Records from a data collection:

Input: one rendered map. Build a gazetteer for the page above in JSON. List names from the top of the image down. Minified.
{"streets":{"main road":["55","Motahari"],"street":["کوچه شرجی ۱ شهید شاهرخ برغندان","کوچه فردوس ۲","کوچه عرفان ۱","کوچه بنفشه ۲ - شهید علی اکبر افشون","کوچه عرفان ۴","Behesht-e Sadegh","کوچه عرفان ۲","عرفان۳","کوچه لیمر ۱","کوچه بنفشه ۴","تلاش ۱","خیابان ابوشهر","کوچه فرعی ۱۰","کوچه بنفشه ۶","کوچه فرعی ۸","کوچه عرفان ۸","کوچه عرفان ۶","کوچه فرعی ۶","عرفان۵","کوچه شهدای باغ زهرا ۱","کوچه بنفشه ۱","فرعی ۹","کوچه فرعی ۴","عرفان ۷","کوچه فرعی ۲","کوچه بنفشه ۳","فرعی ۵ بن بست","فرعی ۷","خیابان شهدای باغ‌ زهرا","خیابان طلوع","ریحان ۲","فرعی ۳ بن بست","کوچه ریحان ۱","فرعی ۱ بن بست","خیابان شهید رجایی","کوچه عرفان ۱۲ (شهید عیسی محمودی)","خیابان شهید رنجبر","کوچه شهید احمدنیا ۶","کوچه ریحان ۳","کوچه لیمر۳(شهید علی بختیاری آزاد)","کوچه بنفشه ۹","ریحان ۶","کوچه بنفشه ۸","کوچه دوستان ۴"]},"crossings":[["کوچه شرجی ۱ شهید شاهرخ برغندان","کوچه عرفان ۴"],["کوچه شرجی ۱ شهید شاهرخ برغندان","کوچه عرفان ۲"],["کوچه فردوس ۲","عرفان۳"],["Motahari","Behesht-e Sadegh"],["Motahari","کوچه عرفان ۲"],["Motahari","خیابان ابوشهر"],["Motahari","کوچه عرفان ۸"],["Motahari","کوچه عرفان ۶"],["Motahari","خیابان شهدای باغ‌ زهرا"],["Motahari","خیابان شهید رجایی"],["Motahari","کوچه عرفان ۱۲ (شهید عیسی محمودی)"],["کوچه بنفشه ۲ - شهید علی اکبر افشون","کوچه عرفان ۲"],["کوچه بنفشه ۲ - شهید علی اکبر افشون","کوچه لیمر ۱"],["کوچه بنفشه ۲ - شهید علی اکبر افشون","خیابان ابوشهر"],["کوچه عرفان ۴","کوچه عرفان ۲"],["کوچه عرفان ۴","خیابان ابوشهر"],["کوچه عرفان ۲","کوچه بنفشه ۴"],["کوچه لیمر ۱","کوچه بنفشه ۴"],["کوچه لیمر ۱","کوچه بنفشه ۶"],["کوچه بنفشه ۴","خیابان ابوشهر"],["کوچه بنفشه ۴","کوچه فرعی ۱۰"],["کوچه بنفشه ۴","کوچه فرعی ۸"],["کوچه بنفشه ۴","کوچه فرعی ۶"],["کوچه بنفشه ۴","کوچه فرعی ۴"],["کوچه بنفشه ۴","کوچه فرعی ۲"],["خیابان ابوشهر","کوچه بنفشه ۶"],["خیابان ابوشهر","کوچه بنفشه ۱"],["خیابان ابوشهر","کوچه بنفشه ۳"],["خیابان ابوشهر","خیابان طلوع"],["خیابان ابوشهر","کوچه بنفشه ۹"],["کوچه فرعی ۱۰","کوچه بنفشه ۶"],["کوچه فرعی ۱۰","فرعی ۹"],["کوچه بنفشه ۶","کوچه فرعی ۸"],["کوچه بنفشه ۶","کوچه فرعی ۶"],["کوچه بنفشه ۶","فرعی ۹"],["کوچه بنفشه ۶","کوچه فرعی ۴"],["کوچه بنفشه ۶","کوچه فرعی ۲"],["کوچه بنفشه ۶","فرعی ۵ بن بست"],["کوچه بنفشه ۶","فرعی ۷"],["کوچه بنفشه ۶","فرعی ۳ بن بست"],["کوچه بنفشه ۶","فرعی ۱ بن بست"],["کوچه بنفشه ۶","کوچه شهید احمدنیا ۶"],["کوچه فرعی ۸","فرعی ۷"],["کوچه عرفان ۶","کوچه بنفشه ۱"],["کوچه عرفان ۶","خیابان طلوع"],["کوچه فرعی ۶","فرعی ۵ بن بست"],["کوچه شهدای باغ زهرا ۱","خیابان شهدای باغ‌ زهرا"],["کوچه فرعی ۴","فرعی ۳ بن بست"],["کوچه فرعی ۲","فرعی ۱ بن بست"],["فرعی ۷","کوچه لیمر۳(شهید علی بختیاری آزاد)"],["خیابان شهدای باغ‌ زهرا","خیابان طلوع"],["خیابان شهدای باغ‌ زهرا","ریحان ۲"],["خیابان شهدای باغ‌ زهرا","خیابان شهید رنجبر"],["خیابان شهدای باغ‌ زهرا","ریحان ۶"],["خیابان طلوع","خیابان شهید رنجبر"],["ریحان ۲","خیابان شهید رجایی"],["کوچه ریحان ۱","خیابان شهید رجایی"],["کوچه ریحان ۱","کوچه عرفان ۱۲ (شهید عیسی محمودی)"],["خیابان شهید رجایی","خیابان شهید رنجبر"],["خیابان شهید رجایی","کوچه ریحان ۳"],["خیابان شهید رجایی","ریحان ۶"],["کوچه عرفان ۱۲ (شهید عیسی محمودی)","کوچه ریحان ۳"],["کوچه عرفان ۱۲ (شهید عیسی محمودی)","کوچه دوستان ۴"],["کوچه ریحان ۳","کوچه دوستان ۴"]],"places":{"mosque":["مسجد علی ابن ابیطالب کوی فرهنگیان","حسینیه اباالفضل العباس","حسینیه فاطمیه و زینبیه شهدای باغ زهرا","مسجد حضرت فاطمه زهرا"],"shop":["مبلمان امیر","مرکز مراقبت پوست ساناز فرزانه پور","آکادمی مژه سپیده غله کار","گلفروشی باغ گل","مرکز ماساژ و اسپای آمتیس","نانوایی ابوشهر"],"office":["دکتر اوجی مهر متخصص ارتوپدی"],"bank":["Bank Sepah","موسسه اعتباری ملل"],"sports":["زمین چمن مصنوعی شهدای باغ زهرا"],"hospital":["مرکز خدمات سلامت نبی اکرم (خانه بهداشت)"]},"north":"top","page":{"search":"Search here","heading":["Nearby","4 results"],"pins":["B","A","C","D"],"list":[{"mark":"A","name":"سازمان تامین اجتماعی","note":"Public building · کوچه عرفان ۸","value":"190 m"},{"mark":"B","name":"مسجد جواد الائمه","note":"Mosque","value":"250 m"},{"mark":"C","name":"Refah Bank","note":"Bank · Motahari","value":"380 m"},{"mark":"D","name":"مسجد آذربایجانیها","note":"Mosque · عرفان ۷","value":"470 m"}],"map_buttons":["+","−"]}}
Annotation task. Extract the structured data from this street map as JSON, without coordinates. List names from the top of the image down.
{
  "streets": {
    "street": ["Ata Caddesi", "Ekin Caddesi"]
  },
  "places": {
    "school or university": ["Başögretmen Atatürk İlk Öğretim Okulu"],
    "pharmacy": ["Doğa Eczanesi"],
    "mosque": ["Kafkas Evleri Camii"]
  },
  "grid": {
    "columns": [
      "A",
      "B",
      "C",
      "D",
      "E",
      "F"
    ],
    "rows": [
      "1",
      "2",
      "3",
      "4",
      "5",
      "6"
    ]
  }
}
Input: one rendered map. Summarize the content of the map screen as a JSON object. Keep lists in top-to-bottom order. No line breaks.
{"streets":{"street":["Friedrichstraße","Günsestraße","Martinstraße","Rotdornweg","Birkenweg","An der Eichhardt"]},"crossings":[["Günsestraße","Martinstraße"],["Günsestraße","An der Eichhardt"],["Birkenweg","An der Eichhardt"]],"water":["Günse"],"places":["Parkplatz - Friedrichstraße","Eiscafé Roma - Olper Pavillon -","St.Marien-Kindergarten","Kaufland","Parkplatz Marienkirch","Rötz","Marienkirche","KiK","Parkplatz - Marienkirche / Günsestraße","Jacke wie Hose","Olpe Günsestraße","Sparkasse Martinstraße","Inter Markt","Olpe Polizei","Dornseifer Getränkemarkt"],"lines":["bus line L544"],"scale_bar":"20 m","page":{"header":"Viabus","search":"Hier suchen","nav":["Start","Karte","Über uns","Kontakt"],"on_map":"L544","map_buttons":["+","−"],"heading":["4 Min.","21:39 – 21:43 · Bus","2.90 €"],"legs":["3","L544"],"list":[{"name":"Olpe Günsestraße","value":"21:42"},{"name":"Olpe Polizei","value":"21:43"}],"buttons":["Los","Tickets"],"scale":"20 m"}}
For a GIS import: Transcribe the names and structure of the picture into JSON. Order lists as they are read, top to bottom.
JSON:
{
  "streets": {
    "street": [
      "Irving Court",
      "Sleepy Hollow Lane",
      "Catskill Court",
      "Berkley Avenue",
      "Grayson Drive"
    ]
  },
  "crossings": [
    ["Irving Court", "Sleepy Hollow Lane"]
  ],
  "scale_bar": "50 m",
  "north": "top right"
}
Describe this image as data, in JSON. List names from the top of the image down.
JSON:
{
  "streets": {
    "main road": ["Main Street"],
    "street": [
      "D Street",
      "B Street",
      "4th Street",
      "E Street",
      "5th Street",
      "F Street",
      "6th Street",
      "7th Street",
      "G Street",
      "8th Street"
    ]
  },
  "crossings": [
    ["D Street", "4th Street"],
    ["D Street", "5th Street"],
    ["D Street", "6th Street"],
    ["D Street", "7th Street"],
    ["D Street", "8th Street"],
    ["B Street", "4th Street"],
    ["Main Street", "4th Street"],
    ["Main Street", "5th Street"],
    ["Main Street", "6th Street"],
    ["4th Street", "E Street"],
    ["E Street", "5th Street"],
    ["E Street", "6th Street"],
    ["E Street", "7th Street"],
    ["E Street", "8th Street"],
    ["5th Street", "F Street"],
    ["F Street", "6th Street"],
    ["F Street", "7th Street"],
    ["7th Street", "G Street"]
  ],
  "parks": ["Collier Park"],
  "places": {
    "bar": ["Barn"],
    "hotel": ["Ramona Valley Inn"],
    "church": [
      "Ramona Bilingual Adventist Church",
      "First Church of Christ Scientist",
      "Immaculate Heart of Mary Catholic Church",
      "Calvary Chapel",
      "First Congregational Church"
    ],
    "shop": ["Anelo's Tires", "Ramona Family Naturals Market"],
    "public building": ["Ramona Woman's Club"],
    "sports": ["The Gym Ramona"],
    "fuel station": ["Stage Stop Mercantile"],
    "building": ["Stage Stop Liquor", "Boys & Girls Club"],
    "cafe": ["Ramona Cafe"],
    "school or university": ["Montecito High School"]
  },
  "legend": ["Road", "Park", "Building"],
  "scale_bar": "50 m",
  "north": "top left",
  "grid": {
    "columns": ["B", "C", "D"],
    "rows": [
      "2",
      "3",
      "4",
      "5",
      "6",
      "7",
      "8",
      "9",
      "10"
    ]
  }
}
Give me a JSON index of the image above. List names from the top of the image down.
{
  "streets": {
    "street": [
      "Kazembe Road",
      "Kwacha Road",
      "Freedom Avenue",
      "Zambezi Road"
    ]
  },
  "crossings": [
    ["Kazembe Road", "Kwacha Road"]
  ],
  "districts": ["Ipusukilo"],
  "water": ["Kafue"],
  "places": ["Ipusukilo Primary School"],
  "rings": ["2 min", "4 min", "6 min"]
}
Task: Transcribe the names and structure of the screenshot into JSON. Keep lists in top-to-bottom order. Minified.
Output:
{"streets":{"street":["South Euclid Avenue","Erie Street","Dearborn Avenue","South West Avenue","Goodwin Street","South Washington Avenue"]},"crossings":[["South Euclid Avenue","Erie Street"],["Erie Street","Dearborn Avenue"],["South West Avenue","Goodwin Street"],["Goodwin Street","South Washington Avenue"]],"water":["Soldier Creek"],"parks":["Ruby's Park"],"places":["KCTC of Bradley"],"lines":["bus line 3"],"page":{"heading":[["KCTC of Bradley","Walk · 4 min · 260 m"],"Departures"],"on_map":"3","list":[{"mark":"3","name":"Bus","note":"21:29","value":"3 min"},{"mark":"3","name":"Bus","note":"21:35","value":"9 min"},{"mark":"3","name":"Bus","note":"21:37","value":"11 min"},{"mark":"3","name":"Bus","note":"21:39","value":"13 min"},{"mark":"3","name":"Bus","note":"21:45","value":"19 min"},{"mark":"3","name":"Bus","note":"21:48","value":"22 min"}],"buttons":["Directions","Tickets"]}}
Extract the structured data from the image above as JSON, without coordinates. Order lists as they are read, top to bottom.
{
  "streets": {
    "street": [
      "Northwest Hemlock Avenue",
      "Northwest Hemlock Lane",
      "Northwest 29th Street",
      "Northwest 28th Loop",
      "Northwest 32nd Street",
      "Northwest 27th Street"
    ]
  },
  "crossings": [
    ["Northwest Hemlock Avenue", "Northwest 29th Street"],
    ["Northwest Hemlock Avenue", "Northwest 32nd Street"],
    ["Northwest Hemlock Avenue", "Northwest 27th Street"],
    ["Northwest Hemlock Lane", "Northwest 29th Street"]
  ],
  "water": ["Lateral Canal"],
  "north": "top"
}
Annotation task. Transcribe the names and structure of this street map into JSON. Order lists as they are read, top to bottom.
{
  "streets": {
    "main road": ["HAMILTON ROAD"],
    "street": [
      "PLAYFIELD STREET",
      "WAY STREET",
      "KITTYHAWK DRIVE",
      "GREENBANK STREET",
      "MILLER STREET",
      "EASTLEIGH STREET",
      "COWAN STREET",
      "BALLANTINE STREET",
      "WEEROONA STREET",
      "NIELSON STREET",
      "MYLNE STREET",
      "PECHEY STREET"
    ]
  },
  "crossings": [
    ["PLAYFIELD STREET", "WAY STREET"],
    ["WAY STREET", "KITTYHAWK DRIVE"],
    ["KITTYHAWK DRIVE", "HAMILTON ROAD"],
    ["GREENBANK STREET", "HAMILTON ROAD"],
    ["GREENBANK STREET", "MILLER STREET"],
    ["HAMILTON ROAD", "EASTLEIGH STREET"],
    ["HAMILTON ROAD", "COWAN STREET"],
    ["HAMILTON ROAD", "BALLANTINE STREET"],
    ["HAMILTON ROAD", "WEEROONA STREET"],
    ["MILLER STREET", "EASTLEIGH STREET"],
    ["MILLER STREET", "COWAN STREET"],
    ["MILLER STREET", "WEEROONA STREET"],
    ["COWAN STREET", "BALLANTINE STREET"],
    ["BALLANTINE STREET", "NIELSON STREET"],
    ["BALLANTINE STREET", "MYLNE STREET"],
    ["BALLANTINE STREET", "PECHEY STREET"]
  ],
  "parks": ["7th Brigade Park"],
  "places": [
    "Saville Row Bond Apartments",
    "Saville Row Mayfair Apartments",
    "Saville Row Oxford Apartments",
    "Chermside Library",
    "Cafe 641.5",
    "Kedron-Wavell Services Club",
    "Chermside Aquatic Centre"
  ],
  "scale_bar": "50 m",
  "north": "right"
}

TO DO:
Where a line of the records holds the word "rendered", copy that line.

ANSWER TO THIS PROBLEM:
Input: one rendered map. Build a gazetteer for the page above in JSON. List names from the top of the image down. Minified.
Input: one rendered map. Summarize the content of the map screen as a JSON object. Keep lists in top-to-bottom order. No line breaks.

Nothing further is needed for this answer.